Somut olayda, davalı Kurumca davacıya 01/02/2010 tarihinden itibaren yaşlılık aylığı bağlanmış olup ... 4. İş Mahkemesinin 2011/733 E. 2012/1438 sayılı dosyasında görülen davada, dava konusu davacının 01/02/2010 tarihinde bağlanan yaşlılık aylığı kesen 19/04/2012 tarihli Kurum işleminin iptaline ve yaşlılık aylığının yeniden bağlanmasına yönelik iken davacının 5510 sayılı Yasanın geçici 63 üncü maddesi uyarınca 08/05/2015 tarihli dilekçesi yaşlılık aylığının yeniden bağlanması talebi üzerine davalı Kurumca davacının aylığı durdurulduğu tarihten itibaren aktifleştirilmiş ve 20/01/2011-19/08/2015 tarihleri arasındaki yaşlılık aylığı tutarının ödenmek üzere bankaya gönderilmiş,ardından Kurumun 22/03/2016 tarihli işlemi ile davacının 08/05/2015 tarihli dilekçesinin tahsis dilekçesi olarak dikkate alınmış , aylıklarının 01/06/2015 tarihinden geçerli olmak üzere bağlanmış ve fazla ödenen aylıklar davacıya borç çıkarılmış olup eldeki davada, dava konusu 22/03/2016 tarihli Kurum işleminin iptaline yönelik olduğuna göre kesin hükümden bahsedilemeyeceği açıktır.

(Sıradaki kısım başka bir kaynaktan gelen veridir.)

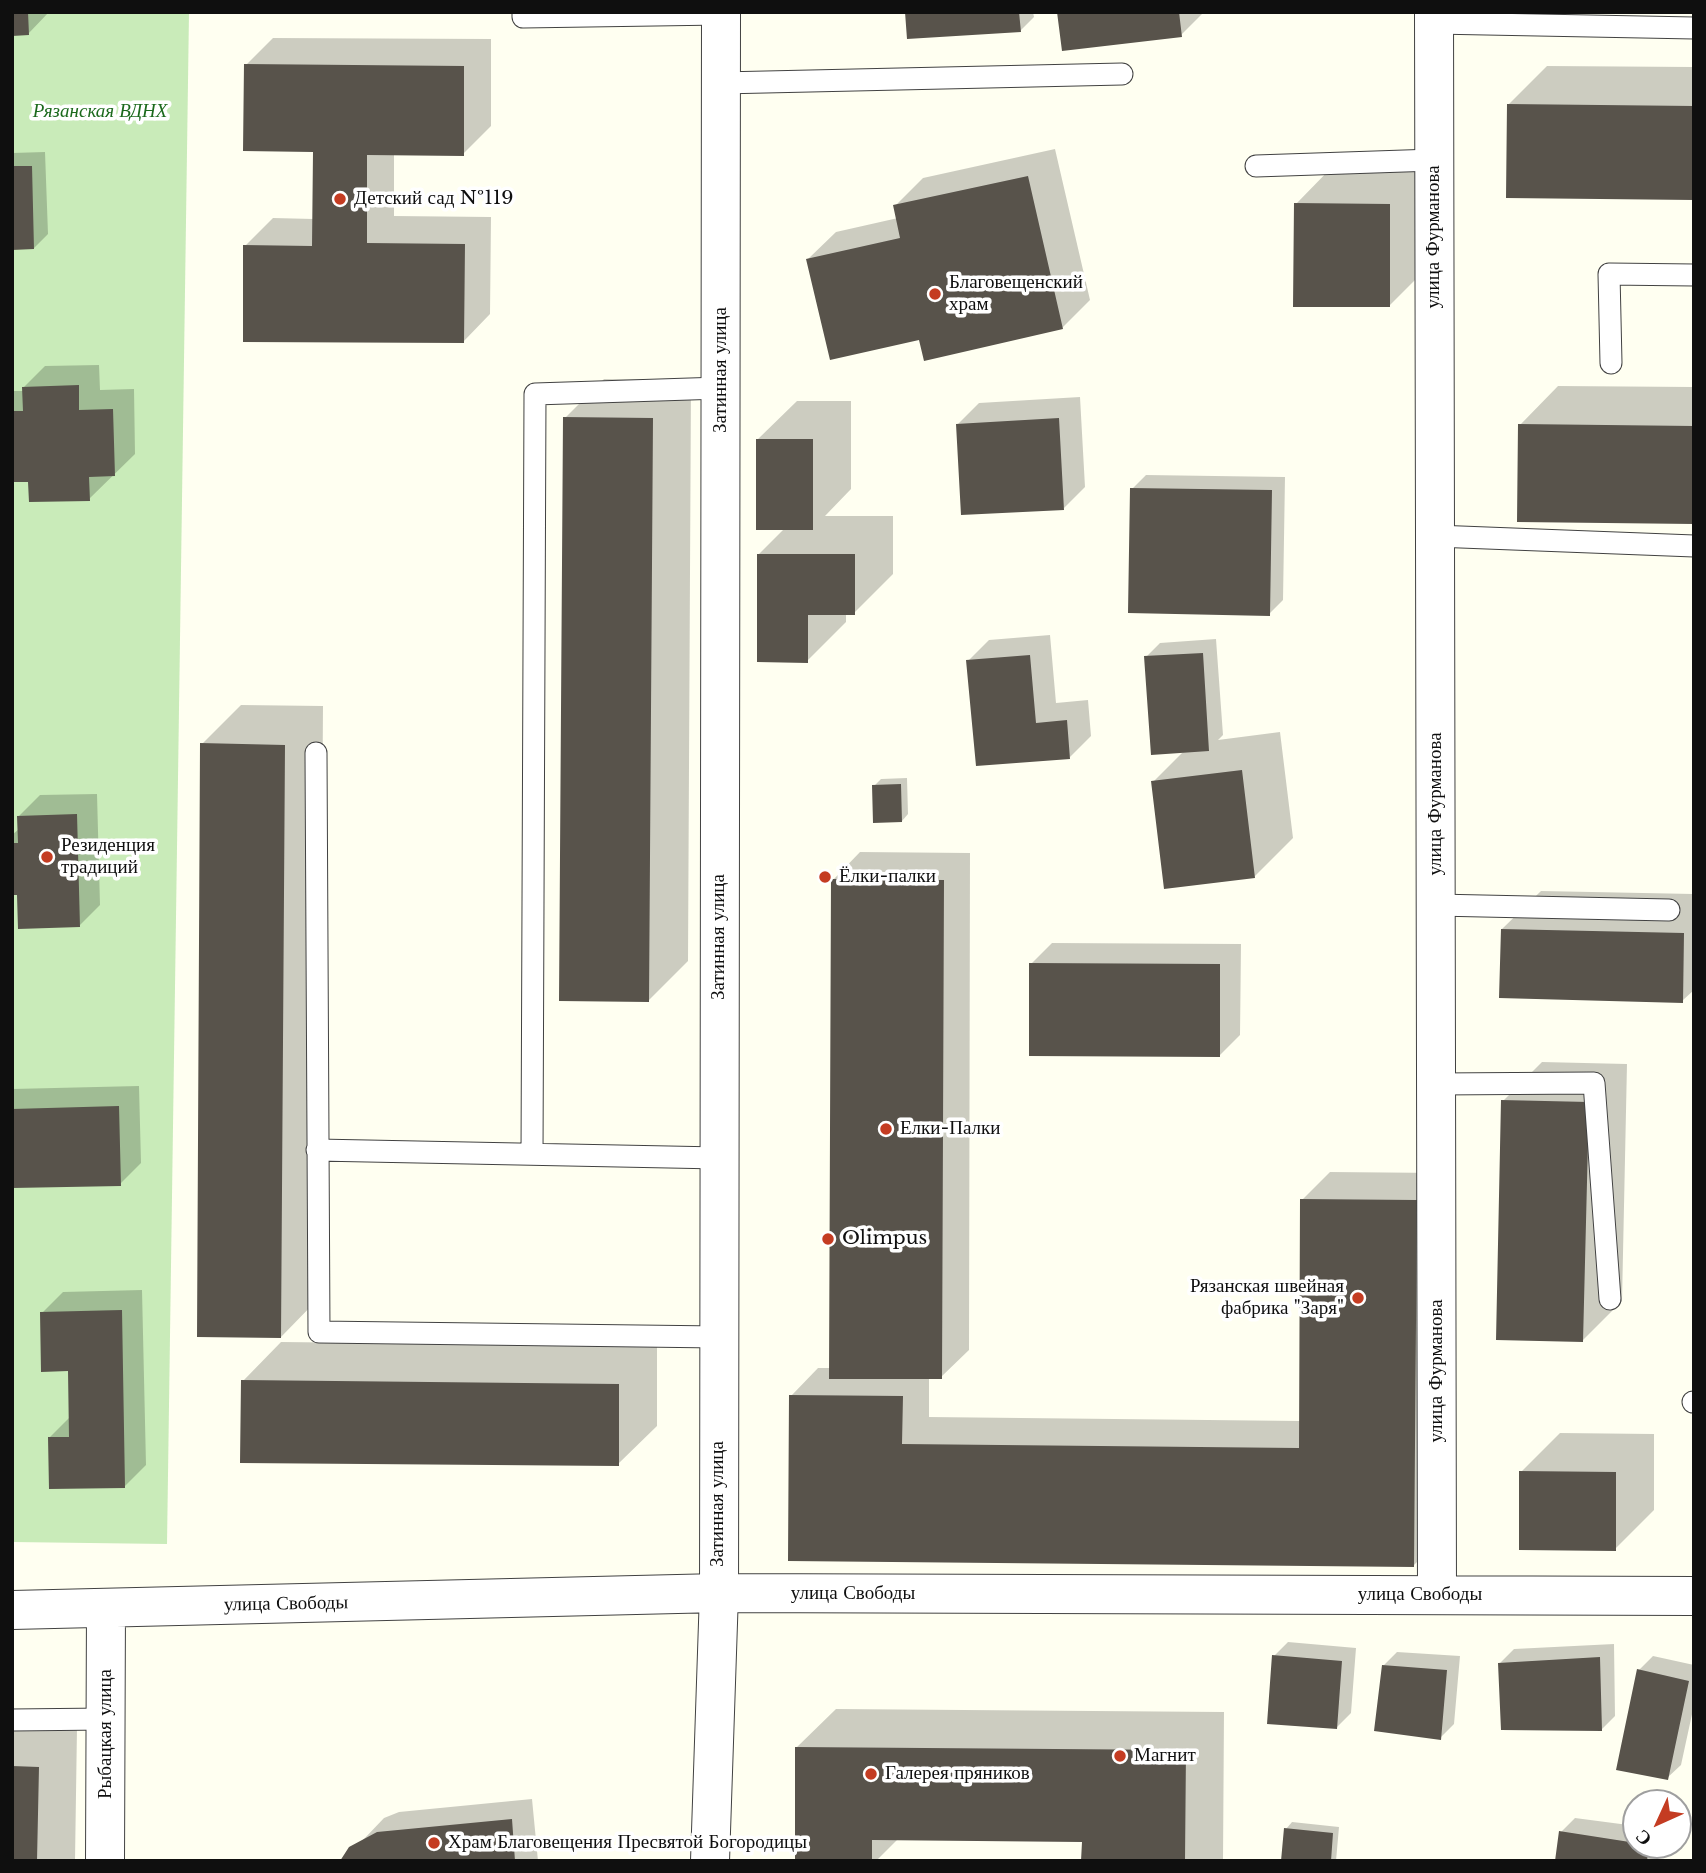 <!DOCTYPE html>
<html>
<head>
<meta charset="utf-8">
<style>
  body { margin:0 }
  #map { position:relative; width:1706px; height:1873px; overflow:hidden; background:#fffff1; font-family:"Libre Baskerville",serif }
  canvas { display:block }
  .frame { position:absolute; inset:0; border:14px solid #0f0f0f; pointer-events:none }
  .north { position:absolute; left:1622px; top:1789px; width:70px; height:70px; box-sizing:border-box; background:#fff; border:2px solid #9f9f9f; border-radius:50%; rotate:225deg; font-size:19px; font-weight:700; line-height:28px; text-align:center; color:#0f0f0f }
  .north::after { content:''; display:block; margin:auto; width:24px; height:32px; background:#c43c22; clip-path:polygon(50% 0,100% 100%,50% 72%,0 100%) }
</style>
</head>
<body>
<div id="map">
<canvas width="1706" height="1873"></canvas>
<div class="frame"></div>
<div class="north">С</div>
</div>
<script>
const ctx = document.querySelector('canvas').getContext('2d');
ctx.lineJoin = 'round';
function paint(path, color) { ctx.fillStyle = color; ctx.fill(path, 'evenodd'); }
function strokePath(path, color, width, dash) { ctx.strokeStyle = color; ctx.lineWidth = width; ctx.lineCap = dash ? 'butt' : 'round'; ctx.setLineDash(dash || []); ctx.stroke(path); }
function label(font, color, halo, rows, align = 'center') {
  ctx.font = font + ' "Libre Baskerville",serif'; ctx.lineWidth = 7; ctx.setLineDash([]); ctx.textBaseline = 'middle'; ctx.strokeStyle = halo; ctx.fillStyle = color; for (const [text, x, y, turn = 0] of rows) {
    ctx.save(); ctx.translate(x, y); ctx.rotate((+turn || 0) * Math.PI / 180); ctx.textAlign = isNaN(turn) ? turn : align; if (halo) ctx.strokeText(text, 0, 0); ctx.fillText(text, 0, 0); ctx.restore();
  }
}
paint(new Path2D(`
  M 12,12 L 189,12 L 167,1544 L 12,1542 Z`), '#c9ebb9');
paint(new Path2D(`
  M 12,12 L 49,12 L 28,34 Z
  M 907,12 L 1033,12 L 1034,17 L 1020,31 Z
  M 1059,12 L 1202,12 L 1202,14 L 1181,35 Z
  M 273,38 L 491,39 L 491,126 L 463,154 L 394,154 L 394,216 L 491,217 L 490,314 L 463,342 L 245,246 L 273,218 L 314,219 L 314,150 L 246,65 Z
  M 1547,66 L 1694,67 L 1694,199 L 1508,105 Z
  M 1055,149 L 1090,300 L 1062,328 L 921,338 L 808,259 L 836,232 L 898,218 L 895,206 L 923,178 Z
  M 45,152 L 48,234 L 34,248 L 12,248 L 12,153 Z
  M 1334,165 L 1429,166 L 1428,267 L 1389,306 L 1296,204 Z
  M 99,365 L 100,390 L 134,389 L 135,454 L 89,499 L 29,480 L 12,480 L 12,391 L 24,391 L 24,387 L 45,366 Z
  M 604,379 L 691,380 L 688,961 L 649,1000 L 565,418 Z
  M 1558,386 L 1694,387 L 1694,521 L 1520,425 Z
  M 1080,397 L 1085,487 L 1064,508 L 958,424 L 979,403 Z
  M 797,401 L 851,401 L 851,489 L 825,516 L 893,516 L 893,574 L 854,613 L 846,613 L 846,622 L 807,661 L 759,554 L 785,528 L 758,439 Z
  M 1146,475 L 1285,477 L 1283,600 L 1269,614 L 1132,489 Z
  M 1050,635 L 1056,703 L 1088,700 L 1091,736 L 1070,757 L 968,661 L 989,640 Z
  M 1216,639 L 1223,735 L 1218,740 L 1280,732 L 1293,838 L 1254,877 L 1153,782 L 1184,751 L 1146,657 L 1160,643 Z
  M 241,705 L 323,706 L 319,1298 L 281,1337 L 202,744 Z
  M 907,778 L 908,814 L 902,821 L 874,786 L 881,779 Z
  M 97,794 L 100,905 L 79,926 L 19,894 L 12,894 L 12,835 L 19,829 L 19,816 L 40,795 Z
  M 860,852 L 970,853 L 969,1350 L 941,1377 L 929,1377 L 929,1417 L 1301,1421 L 1302,1200 L 1330,1172 L 1444,1173 L 1441,1538 L 1413,1566 L 790,1560 L 791,1396 L 818,1368 L 831,1368 L 833,880 Z
  M 1541,891 L 1694,894 L 1694,990 L 1682,1001 L 1502,929 Z
  M 1052,943 L 1241,944 L 1240,1035 L 1219,1056 L 1031,964 Z
  M 1542,1062 L 1627,1064 L 1622,1301 L 1583,1340 L 1503,1101 Z
  M 139,1086 L 141,1163 L 120,1184 L 12,1187 L 12,1089 Z
  M 142,1290 L 146,1465 L 125,1486 L 49,1438 L 70,1417 L 69,1369 L 42,1313 L 63,1292 Z
  M 281,1342 L 657,1346 L 657,1426 L 618,1464 L 243,1381 Z
  M 1560,1433 L 1654,1434 L 1654,1510 L 1615,1549 L 1521,1472 Z
  M 1288,1642 L 1356,1648 L 1351,1713 L 1337,1727 L 1274,1656 Z
  M 1614,1644 L 1615,1716 L 1601,1730 L 1500,1663 L 1514,1649 Z
  M 1397,1652 L 1460,1656 L 1454,1724 L 1440,1738 L 1383,1666 Z
  M 1653,1656 L 1694,1665 L 1694,1705 L 1681,1765 L 1667,1778 L 1639,1670 Z
  M 836,1709 L 1224,1712 L 1223,1861 L 1083,1861 L 1083,1840 L 899,1838 L 876,1861 L 796,1861 L 797,1747 Z
  M 12,1727 L 77,1728 L 75,1861 L 12,1861 Z
  M 532,1799 L 538,1861 L 343,1861 L 384,1818 L 399,1812 Z
  M 1575,1818 L 1636,1826 L 1636,1845 L 1660,1845 L 1658,1861 L 1557,1861 L 1561,1832 Z
  M 1292,1822 L 1339,1827 L 1336,1861 L 1283,1861 L 1286,1829 Z`), '#0003');
paint(new Path2D(`
  M 12,12 L 28,12 L 29,35 L 12,36 Z
  M 905,12 L 1019,12 L 1021,32 L 907,39 Z
  M 1057,12 L 1179,12 L 1182,37 L 1062,51 Z
  M 244,64 L 464,66 L 464,156 L 367,155 L 367,243 L 465,244 L 464,343 L 243,342 L 243,245 L 312,246 L 313,152 L 243,151 Z
  M 1507,104 L 1694,106 L 1694,200 L 1506,198 Z
  M 12,166 L 32,166 L 34,249 L 12,250 Z
  M 1028,176 L 1063,329 L 924,361 L 919,340 L 830,360 L 806,259 L 900,238 L 893,205 Z
  M 1294,203 L 1390,204 L 1390,307 L 1293,307 Z
  M 79,385 L 79,410 L 113,409 L 115,476 L 89,477 L 90,501 L 29,502 L 28,482 L 12,482 L 12,411 L 23,411 L 22,387 Z
  M 563,417 L 653,418 L 649,1002 L 559,1001 Z
  M 1059,418 L 1064,510 L 961,515 L 956,424 Z
  M 1518,424 L 1694,426 L 1694,524 L 1517,522 Z
  M 756,439 L 813,439 L 813,530 L 756,530 Z
  M 1130,488 L 1272,490 L 1270,616 L 1128,613 Z
  M 757,554 L 855,554 L 855,615 L 808,615 L 808,663 L 757,662 Z
  M 1203,653 L 1209,751 L 1151,755 L 1144,656 Z
  M 1030,655 L 1036,723 L 1067,720 L 1070,759 L 976,766 L 966,660 Z
  M 200,743 L 285,745 L 281,1338 L 197,1337 Z
  M 1242,770 L 1255,878 L 1164,889 L 1151,781 Z
  M 901,784 L 902,822 L 873,823 L 872,785 Z
  M 77,814 L 80,927 L 18,929 L 17,895 L 12,895 L 12,843 L 18,843 L 17,816 Z
  M 831,879 L 944,880 L 942,1379 L 829,1379 Z
  M 1501,929 L 1684,933 L 1683,1003 L 1499,998 Z
  M 1029,963 L 1220,964 L 1220,1057 L 1029,1056 Z
  M 1501,1100 L 1589,1102 L 1583,1342 L 1496,1340 Z
  M 119,1106 L 121,1186 L 12,1188 L 12,1109 Z
  M 1300,1199 L 1417,1200 L 1414,1567 L 788,1561 L 789,1395 L 903,1396 L 902,1444 L 1299,1448 Z
  M 122,1310 L 125,1488 L 49,1489 L 48,1437 L 69,1437 L 68,1371 L 41,1372 L 40,1312 Z
  M 241,1380 L 619,1384 L 619,1466 L 240,1463 Z
  M 1519,1471 L 1616,1472 L 1616,1551 L 1519,1550 Z
  M 1272,1655 L 1342,1661 L 1337,1729 L 1267,1724 Z
  M 1600,1657 L 1602,1731 L 1501,1730 L 1498,1663 Z
  M 1382,1665 L 1447,1670 L 1441,1740 L 1374,1731 Z
  M 1637,1669 L 1689,1681 L 1668,1780 L 1616,1770 Z
  M 795,1747 L 1186,1750 L 1185,1861 L 1081,1861 L 1082,1842 L 872,1840 L 872,1861 L 795,1861 Z
  M 12,1766 L 39,1767 L 37,1861 L 12,1861 Z
  M 512,1819 L 515,1861 L 340,1861 L 349,1847 L 377,1832 Z
  M 1284,1828 L 1333,1833 L 1331,1861 L 1281,1861 Z
  M 1559,1831 L 1649,1845 L 1647,1861 L 1555,1861 Z`), '#58534b');
const lane = new Path2D(`
  M 523,12 L 523,17 L 721,14
  M 1434,23 L 1694,28
  M 721,83 L 1122,74
  M 1256,166 L 1434,160
  M 1611,363 L 1609,274 L 1694,275
  M 1435,536 L 1694,546
  M 316,753 L 319,1332 L 719,1337
  M 1436,905 L 1669,910
  M 1436,1084 L 1594,1083 L 1610,1299
  M 317,1150 L 719,1158
  M 532,1154 L 535,394 L 721,388
  M 1693,1402 L 1694,1402
  M 12,1720 L 106,1719`);
const street = new Path2D(`
  M 1434,12 L 1437,1595
  M 12,1610 L 719,1593 L 1694,1596
  M 105,1861 L 106,1608
  M 710,1861 L 719,1593 L 721,12`);
strokePath(lane, '#424242', 23);
strokePath(street, '#424242', 40);
strokePath(lane, '#fff', 21);
strokePath(street, '#fff', 38);
for (const [x, y, r, color] of [
  [340,199,7,"#c43c22"],
  [935,294,7,"#c43c22"],
  [47,857,7,"#c43c22"],
  [825,877,7,"#c43c22"],
  [886,1129,7,"#c43c22"],
  [828,1239,7,"#c43c22"],
  [1358,1298,7,"#c43c22"],
  [1120,1756,7,"#c43c22"],
  [871,1774,7,"#c43c22"],
  [434,1843,7,"#c43c22"]
]) { const dot = new Path2D(); dot.arc(x, y, r, 0, 2 * Math.PI); ctx.fillStyle = color; ctx.fill(dot); strokePath(dot, '#fff', 2.5); }
label('italic 19px', '#1c6a1d', '#fff', [
  ["Рязанская ВДНХ",100,112]
]);
label('19px', '#0f0f0f', '#fff', [
  ["Детский сад №119",354,199],
  ["Благовещенский",949,283],
  ["храм",949,305],
  ["Резиденция",61,846],
  ["традиций",61,868],
  ["Ёлки-палки",839,877],
  ["Елки-Палки",900,1129],
  ["Olimpus",842,1239],
  ["Рязанская швейная",1344,1287,"right"],
  ["фабрика \"Заря\"",1344,1309,"right"],
  ["Магнит",1134,1756],
  ["Галерея пряников",885,1774],
  ["Храм Благовещения Пресвятой Богородицы",448,1843]
], 'left');
label('19px', '#0f0f0f', '#fff', [
  ["улица Фурманова",1434,237,-90],
  ["Затинная улица",721,370,-90],
  ["улица Фурманова",1436,804,-90],
  ["Затинная улица",719,937,-90],
  ["улица Фурманова",1437,1371,-90],
  ["Затинная улица",718,1504,-90],
  ["улица Свободы",853,1594],
  ["улица Свободы",1420,1595],
  ["улица Свободы",286,1604,-1],
  ["Рыбацкая улица",106,1734,-90]
]);
</script>
</body>
</html>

O halde , bu maddi ve hukuki olgular nazara alınarak işin esasına girilerek toplanacak deliller çerçevesinde bir karar verilmesi gerekirken Bölge Adliye Mahkemesi'nin kesin hüküm nedeniyle davanın reddine karar verilmesi usul ve yasaya aykırı olup temyiz olunan Bölge Adliye Mahkemesi kararının, yukarıda yazılı sebepten dolayı BOZULMASI gerekmiştir.
G)Sonuç :
Temyiz olunan Bölge Adliye Mahkemesi kararının, yukarıda yazılı sebeplerden dolayı BOZULMASINA, dosyanın kararı veren Bölge Adliye Mahkemesine gönderilmesine, temyiz harcının istek halinde temyiz edene iadesine, 06/11/2018 tarihinde oybirliğiyle karar verildi.